Per capire l’importanza delle città romane sull’eredità europea, bisogna ricordare che per i Romani la città era “un’entità urbana con tratti specifici e diversi rispetto alle città moderne”. Era una città–stato, entità politica indipendente, composta da uno spazio urbano con edifici e monumenti, o solo da uno spazio sacro, e dal territorio circostante in cui vivevano cittadini liberi, che con le loro istituzioni partecipavano all’amministrazione e al governo, disposti all’osservanza delle norme, delle leggi e al rispetto degli altri. Man mano che l’Impero cresceva, si diffondeva, assieme alle nuove città, il civismo romano, con effetti duraturi sin oltre l’Impero. Dopo un regresso nell’alto Medioevo, lo spirito civico rifiorì infatti nei Comuni delle città medievali con la nascita di nuove forme di autogoverno.

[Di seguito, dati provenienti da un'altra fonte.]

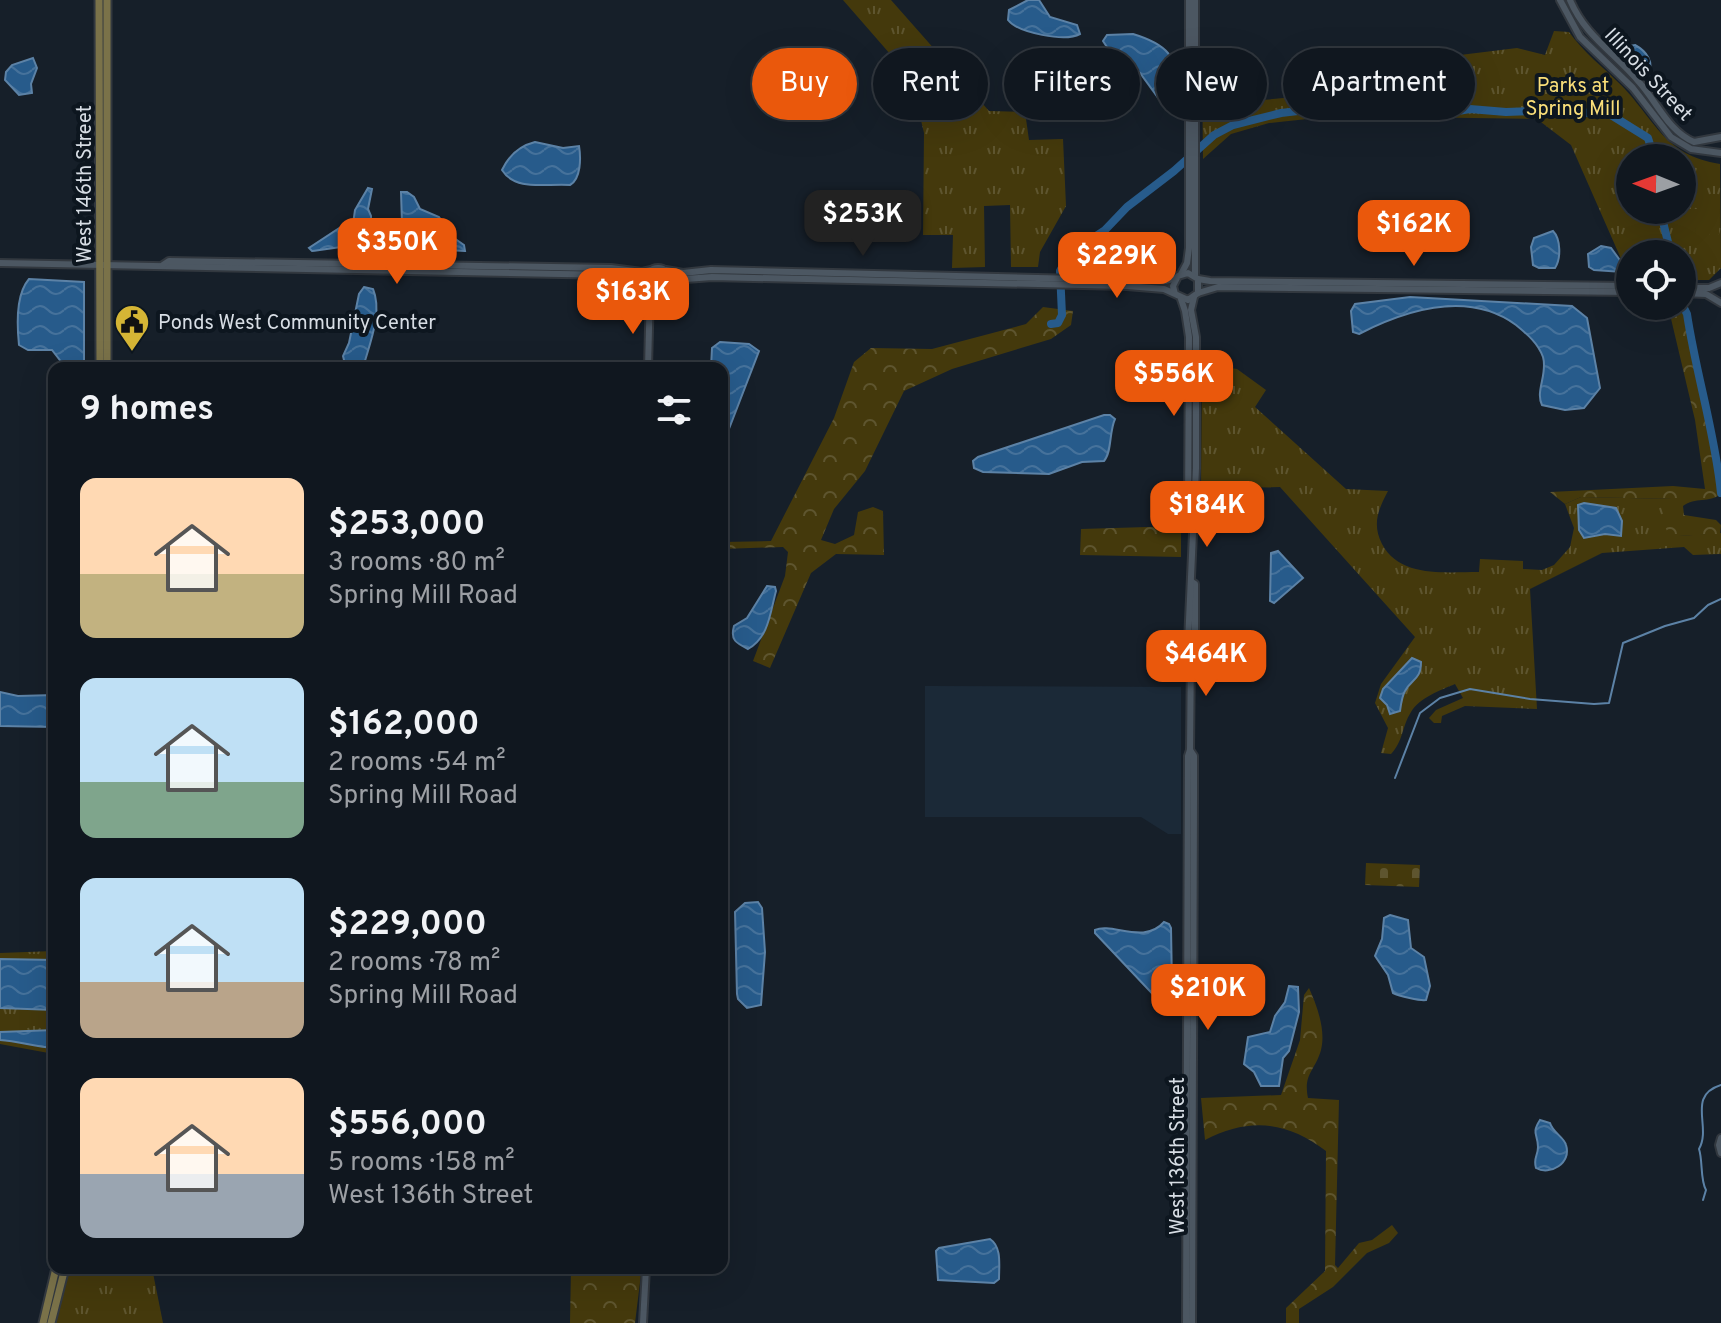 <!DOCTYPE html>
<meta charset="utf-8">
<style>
body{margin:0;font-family:Overpass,sans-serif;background:#192028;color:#f1f3f6;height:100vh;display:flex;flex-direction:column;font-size:30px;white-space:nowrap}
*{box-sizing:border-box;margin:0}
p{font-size:26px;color:#9c9fa4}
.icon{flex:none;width:44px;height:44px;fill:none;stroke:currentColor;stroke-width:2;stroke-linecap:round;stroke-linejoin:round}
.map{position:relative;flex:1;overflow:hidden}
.details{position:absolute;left:48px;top:362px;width:680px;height:912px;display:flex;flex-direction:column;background:#10171f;border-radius:16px;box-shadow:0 8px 32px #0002,0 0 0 2px #30363d}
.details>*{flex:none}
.top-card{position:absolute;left:752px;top:48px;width:760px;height:72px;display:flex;gap:16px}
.needle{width:52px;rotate:271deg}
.tools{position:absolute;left:1616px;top:144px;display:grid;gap:16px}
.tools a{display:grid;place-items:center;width:80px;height:80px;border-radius:50%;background:#10171f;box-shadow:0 8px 32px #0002,0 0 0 2px #30363d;font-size:40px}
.price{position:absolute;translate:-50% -68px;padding:0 18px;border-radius:16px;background:#ea580c;color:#fff;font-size:26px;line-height:52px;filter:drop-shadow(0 2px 4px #0008)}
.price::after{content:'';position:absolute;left:50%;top:48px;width:24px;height:18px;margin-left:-12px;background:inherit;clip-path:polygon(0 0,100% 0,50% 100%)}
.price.selected{background:#222;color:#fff}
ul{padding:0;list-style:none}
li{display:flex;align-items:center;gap:24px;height:200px;padding:0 32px}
li span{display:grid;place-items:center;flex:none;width:224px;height:160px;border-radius:16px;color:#555}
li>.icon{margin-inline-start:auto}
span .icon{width:96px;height:96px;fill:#fffc;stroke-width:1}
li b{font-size:34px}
h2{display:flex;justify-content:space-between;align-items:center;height:96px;padding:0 32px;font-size:34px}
.pill{padding:0 28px;border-radius:36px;background:#10171f;box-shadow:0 8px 32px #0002,0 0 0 2px #30363d;font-size:28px;line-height:72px}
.pill.selected{background:#ea580c;color:#fff}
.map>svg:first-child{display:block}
.built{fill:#1b2937}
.grass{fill:url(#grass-tufts);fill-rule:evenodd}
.forest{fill:url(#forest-crowns)}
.cemetery{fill:url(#cemetery-stones)}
.garden{fill:#44390c}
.water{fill:url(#water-waves);stroke:#5c82a6;stroke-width:2}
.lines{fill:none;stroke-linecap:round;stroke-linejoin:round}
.stream{stroke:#5c82a6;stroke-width:2}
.river{stroke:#275b8b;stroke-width:8}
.tertiary-casing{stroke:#32383f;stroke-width:10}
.primary-casing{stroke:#32383f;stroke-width:11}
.tertiary{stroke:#4c5762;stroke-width:6}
.primary{stroke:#7a7249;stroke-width:7}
.labels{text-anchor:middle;stroke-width:8;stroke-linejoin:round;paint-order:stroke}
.street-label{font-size:20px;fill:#d7dde4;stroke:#0d161f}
.park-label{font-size:20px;fill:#fadf79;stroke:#0d161f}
.poi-label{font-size:20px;fill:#d7dde4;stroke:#0d161f;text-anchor:start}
</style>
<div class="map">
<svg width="1721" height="1323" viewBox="0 0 1721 1323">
<defs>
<pattern id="grass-tufts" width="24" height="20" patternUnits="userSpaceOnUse" patternTransform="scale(2)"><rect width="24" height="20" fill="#44390c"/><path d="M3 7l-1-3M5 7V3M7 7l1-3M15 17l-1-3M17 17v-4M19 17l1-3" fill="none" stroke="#5e552f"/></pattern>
<pattern id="forest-crowns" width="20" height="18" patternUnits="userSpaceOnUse" patternTransform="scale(2)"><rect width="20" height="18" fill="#44390c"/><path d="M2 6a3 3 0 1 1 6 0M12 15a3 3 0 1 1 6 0" fill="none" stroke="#5e552f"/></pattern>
<pattern id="cemetery-stones" width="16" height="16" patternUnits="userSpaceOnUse" patternTransform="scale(2)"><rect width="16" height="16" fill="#44390c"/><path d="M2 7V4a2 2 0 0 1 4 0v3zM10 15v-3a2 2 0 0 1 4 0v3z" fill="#5e552f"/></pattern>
<pattern id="water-waves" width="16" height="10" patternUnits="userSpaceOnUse" patternTransform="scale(2)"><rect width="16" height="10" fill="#275b8b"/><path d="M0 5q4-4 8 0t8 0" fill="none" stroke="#46729b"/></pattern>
</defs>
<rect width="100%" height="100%" fill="#161f29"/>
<polygon class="built" points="925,686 1181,687 1181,834 1168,834 1141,817 925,817"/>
<g class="grass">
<polygon points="843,0 891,0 989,111 1025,112 1029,140 1063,139 1066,206 1040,252 1038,267 1011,267 1010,205 984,206 985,267 952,268 953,235 923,235 924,133 911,78"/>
<path d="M1554,31l15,1c15,21 34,35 52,53 35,36 43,70 99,79l1,104 -12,12h-27v-26h-52v25h-3l-5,-18 -51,-116 -34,-26 -202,-3 -66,7 -38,11 -28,25 -1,-91 25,24 18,6 18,2 108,-10 89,-35 57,-7 28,7zM1630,158h52v52h-52z"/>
<path d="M1204,364l33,5 29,21 -11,17 91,82 42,2c-10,19 -16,33 -6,53 18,34 63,28 97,28l1,-13 43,2v8l19,1 12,-5 16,-18 4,-19 -9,-24 16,-7 94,2 4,37 42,-3v21l-28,1 -9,-8 -82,6 -72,36 7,120 -72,-3 -23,10 -1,7h-7l-5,-5 7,-8 27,-12 -8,-14c-14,6 -36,14 -44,28 -9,14 -8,30 -20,42l-10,-1 7,-25 -13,-25 6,-19 34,-47 -135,-150 -79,1 1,-120z"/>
<polygon points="54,951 54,1054 0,1044 0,953"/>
<polygon points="68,1268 152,1268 163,1323 55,1323"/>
</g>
<g class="forest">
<path d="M1682,299h4c6,22 8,45 12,67 9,43 23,84 23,128 -12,9 -26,3 -38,12l1,9 32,5 5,5 -1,9 -41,2 -12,-5 -4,-9 2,-17 8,-6 -92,-2 -16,7 -15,-12 123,-6 32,3 -10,-69 -27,-114h14z"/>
<polygon points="1043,307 1073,311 1071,325 1051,339 952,369 904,391 865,471 834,509 821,540 835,544 854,535 858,512 873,507 883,511 884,555 836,554 811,573 770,668 753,661 785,576 788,552 783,547 722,549 722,542 771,541 834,418 854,362 871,348 932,349 1026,324"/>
<polygon points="1181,526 1181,557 1080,555 1081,529"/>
<path d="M1309,988c8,18 17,42 12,62 -6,21 -18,24 -13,48l31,2 -4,165 3,3 21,-25 13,-3 20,-15 6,8 -9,10 -22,10 -34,34 -34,22v14h-13v-15l39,-37 1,-120c-39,-30 -77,-34 -121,-11l-4,-42 80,-3 19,-55 4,-45z"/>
<polygon points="571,1268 588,1268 593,1272 618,1269 641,1274 635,1323 570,1323"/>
</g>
<polygon class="cemetery" points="1366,863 1420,865 1419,887 1365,885"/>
<polygon class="garden" points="1682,209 1720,209 1719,234 1696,234 1695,228 1682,228"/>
<g class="water">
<path d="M1028,0h11l11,17 27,8 3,9c-15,8 -62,-1 -72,-14l1,-10z"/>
<path d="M1133,34c33,10 46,22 44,58l-12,8 -6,-1 -19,-26 -33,-26 -4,-6 4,-6z"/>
<path d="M1635,45c11,6 20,17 13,30l-4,-1 -21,-23v-4z"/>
<polygon points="33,58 37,68 31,84 32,93 19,95 5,80 6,72 12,65"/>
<path d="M535,142l28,6 16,-2c2,12 2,33 -9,39 -24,-2 -54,7 -68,-15 7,-15 17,-24 33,-28z"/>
<path d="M368,188l4,1 -4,20 3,7v32c-8,2 -12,-2 -20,-2 -12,1 -25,3 -39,5l-3,-3 32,-21 12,-3 2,-14z"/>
<path d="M401,192h6l7,5 6,12 19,8 15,21 10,7 1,6c-12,0 -23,-1 -35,-3 -7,-2 -14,1 -21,1l-7,-26z"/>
<path d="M1553,231c8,8 8,28 2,37h-16l-6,-3 -2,-18 3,-9z"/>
<polygon points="1601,246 1611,248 1622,263 1622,272 1594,270 1589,267 1588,254"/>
<path d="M29,279l55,3v86h-18l-14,-18h-24l-9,-5c-2,-19 -3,-51 10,-66z"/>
<path d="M364,287l9,2c10,24 -4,56 -10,79h-17l-3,-12 6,-13 10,-49z"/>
<path d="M1410,297l162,9 15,12 13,70 -16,20 -19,2 -23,-5c-7,-14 6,-31 1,-48 -5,-14 -16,-23 -27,-32 -48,-35 -110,-15 -157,9l-6,-2 -2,-21 4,-7z"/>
<polygon points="720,342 749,344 759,351 722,447 722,368 711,368 712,348"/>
<path d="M1104,415h6l5,4c-6,13 -3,33 -11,42l-22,1 -33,12 -66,-2 -9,-4 -1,-7 5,-4z"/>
<polygon points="1584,503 1616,508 1622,521 1621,536 1605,534 1584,538 1579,530 1578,505"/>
<polygon points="1278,551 1303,578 1274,603 1270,601 1271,553"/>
<path d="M767,586l8,1 1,4c-6,22 -7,46 -28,58 -12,-6 -18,-9 -14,-23l13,-8z"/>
<path d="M1412,658l9,4c0,18 -9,16 -16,29 -3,5 -4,13 -5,20l-10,3 -3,-9 -7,-7 3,-9z"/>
<polygon points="0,692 18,696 54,695 54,727 0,726"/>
<polygon points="758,902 762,908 765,952 761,1005 747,1008 738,999 737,994 735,912 745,903"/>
<path d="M1390,915l18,5 3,28 13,9 6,29 -4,14c-6,1 -27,-4 -33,-7l-5,-18 -13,-19 7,-17 2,-21z"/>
<path d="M1164,922l5,2 2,4 1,57 -2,20h-7l-68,-72v-3c17,-8 49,15 69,-8z"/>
<polygon points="0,959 54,960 54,1010 0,1008"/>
<polygon points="1289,986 1298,987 1299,1012 1289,1051 1283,1058 1279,1086 1261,1086 1254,1072 1244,1064 1248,1037 1270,1032 1275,1016 1285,1002"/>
<path d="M54,1030v18c-19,-1 -35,-7 -54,-8v-8z"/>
<path d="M1540,1120l10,3c3,10 14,14 16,22 6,18 -16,31 -30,23 -3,-10 2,-12 2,-21 0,-13 -7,-13 2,-27z"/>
<path d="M990,1239c12,8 9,26 9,40l-5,4 -56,-3 -2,-29 3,-3z"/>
</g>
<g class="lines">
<g class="stream">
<polyline points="1395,778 1420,713 1440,698 1470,689 1530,699 1594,704 1609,703 1623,643 1665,626 1694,618 1708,605 1721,599"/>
<path d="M1703,1200l3,-10c-6,-10 -3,-29 -7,-41 13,-23 -13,-53 22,-64"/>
</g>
<g class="river">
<polyline points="1660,210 1671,254"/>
<path d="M1682,304l5,10c9,60 28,119 34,179"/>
<polyline points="1051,324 1058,323 1062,315 1060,271 1070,253 1105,230 1127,207 1174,171 1214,135 1233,125 1281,113 1332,107 1351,111 1375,111 1393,101 1410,112 1437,105 1446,113 1470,109 1506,112 1576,109 1587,113 1611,115 1648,138 1652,151 1647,158"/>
</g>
<g class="tertiary-casing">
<g id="tertiary">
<polyline points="1560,0 1580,37 1633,88 1671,137 1691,149 1721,153"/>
<path d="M1570,0c15,36 45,53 69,82 18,20 29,49 55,60l27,-5"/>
<polyline points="0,263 614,275 633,277 647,285"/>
<polyline points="163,265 169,261 611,268 642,272 651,270"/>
<circle cx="658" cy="280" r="12"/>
<polyline points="666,270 683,273 711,270 1165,281 1176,278"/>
<polyline points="1181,274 1187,263 1189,248 1189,0"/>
<polyline points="1195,276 1195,0"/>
<polyline points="1198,279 1210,281 1630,286"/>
<polyline points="668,287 686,279 712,277 1127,286 1164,289 1188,300 1198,293 1198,279 1188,273 1178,276 1173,286 1175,294"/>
<polyline points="1682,288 1709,288 1721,283"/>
<polyline points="1198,293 1218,287 1630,292"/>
<polyline points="1682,293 1706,294 1721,303"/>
<polyline points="1181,299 1185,311 1189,337 1188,514 1192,517"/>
<polyline points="648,368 650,289"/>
<polyline points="1191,645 1195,643 1195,584 1192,582"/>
<polyline points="1190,750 1194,756 1194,799 1192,1323"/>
<polyline points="1721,1138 1719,1145 1721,1153"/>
<polyline points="643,1323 646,1268"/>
<polyline points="1186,1323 1188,756 1190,750 1191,650 1188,642 1196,468 1196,337 1191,310 1194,297"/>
</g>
</g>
<g class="primary-casing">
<g id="primary">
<polyline points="99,0 100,368"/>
<polyline points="107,0 107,368"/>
<polyline points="43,1323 56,1268"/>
<polyline points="51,1323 65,1268"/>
</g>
</g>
<use href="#tertiary" class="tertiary"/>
<use href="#primary" class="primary"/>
</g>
<defs>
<g id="civic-pin" transform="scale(1.8)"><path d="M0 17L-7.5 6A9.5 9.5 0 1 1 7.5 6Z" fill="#d5b535" stroke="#0d161f"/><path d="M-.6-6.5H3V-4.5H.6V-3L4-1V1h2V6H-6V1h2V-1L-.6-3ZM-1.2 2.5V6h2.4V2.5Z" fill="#111"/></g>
</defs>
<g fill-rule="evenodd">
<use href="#civic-pin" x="132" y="322"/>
</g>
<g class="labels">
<g class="street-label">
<text transform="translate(1649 74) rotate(47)" y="7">Illinois Street</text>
<text transform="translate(84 184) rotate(-90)" y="7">West 146th Street</text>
<text transform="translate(1177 1156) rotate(-90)" y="7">West 136th Street</text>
</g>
<g class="park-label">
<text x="1573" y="92">Parks at<tspan x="1573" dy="23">Spring Mill</tspan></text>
</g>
<g class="poi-label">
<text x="158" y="329">Ponds West Community Center</text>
</g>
</g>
</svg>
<div class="tools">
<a><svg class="needle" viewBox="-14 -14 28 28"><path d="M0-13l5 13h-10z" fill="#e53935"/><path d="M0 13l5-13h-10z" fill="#9c9fa4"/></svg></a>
<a><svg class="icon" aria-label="locate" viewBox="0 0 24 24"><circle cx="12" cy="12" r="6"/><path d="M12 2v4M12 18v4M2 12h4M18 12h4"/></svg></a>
</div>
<b class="price selected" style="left:863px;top:258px">$253K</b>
<b class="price" style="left:1414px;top:268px">$162K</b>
<b class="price" style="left:397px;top:286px">$350K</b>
<b class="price" style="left:1117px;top:300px">$229K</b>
<b class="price" style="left:633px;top:336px">$163K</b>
<b class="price" style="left:1174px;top:418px">$556K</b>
<b class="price" style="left:1207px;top:549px">$184K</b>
<b class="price" style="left:1206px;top:698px">$464K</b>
<b class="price" style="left:1208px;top:1032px">$210K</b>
<div class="top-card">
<a class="pill selected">Buy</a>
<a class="pill">Rent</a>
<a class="pill">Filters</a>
<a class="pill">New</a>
<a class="pill">Apartment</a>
</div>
<section class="details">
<h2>9 homes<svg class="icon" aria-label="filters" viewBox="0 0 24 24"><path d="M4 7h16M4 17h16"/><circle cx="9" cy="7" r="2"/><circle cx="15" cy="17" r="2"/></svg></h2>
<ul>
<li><span style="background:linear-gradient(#ffd9b3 60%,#c2b280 0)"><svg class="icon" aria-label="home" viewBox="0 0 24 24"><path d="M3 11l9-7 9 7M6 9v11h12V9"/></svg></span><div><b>$253,000</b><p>3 rooms · 80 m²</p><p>Spring Mill Road</p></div></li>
<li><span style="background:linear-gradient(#bfe0f5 65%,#7fa58c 0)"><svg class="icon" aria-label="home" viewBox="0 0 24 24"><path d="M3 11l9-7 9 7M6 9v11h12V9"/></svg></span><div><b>$162,000</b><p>2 rooms · 54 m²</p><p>Spring Mill Road</p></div></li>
<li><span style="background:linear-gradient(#bfe0f5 65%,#b9a48a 0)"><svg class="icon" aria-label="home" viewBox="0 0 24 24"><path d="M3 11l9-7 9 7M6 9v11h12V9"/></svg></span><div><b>$229,000</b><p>2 rooms · 78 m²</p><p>Spring Mill Road</p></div></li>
<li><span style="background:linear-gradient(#ffd9b3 60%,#9aa5b1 0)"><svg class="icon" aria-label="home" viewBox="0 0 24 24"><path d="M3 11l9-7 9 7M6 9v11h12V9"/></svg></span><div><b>$556,000</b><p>5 rooms · 158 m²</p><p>West 136th Street</p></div></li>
</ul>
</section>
</div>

Conclude Zerbini che la più grande eredità lasciataci dalle città romane – oltre a splendidi edifici, grandiosi monumenti e importanti opere di ingegneria – è il “vitale spirito civico di libertà individuale e di implicazione civica per il benessere dell’umanità, nonché un grande patrimonio di regole e leggi che hanno plasmato le fondamenta dell’identità europea”.
L’autore ci guida in un viaggio tra le città che hanno condiviso la dominazione gloriosa di Roma, raccontandone in profondità origini, storia, vestigia, e anche attualità. Un itinerario interessante per gli appassionati del mondo antico e non.
Durante la lettura viene da chiedersi se l’Europa di oggi non stia vivendo una crisi di identità e se non dobbiamo impegnarci a ritrovarla. Zerbini ci offre uno stimolo alla riflessione e, ci auguriamo, all’ottimismo.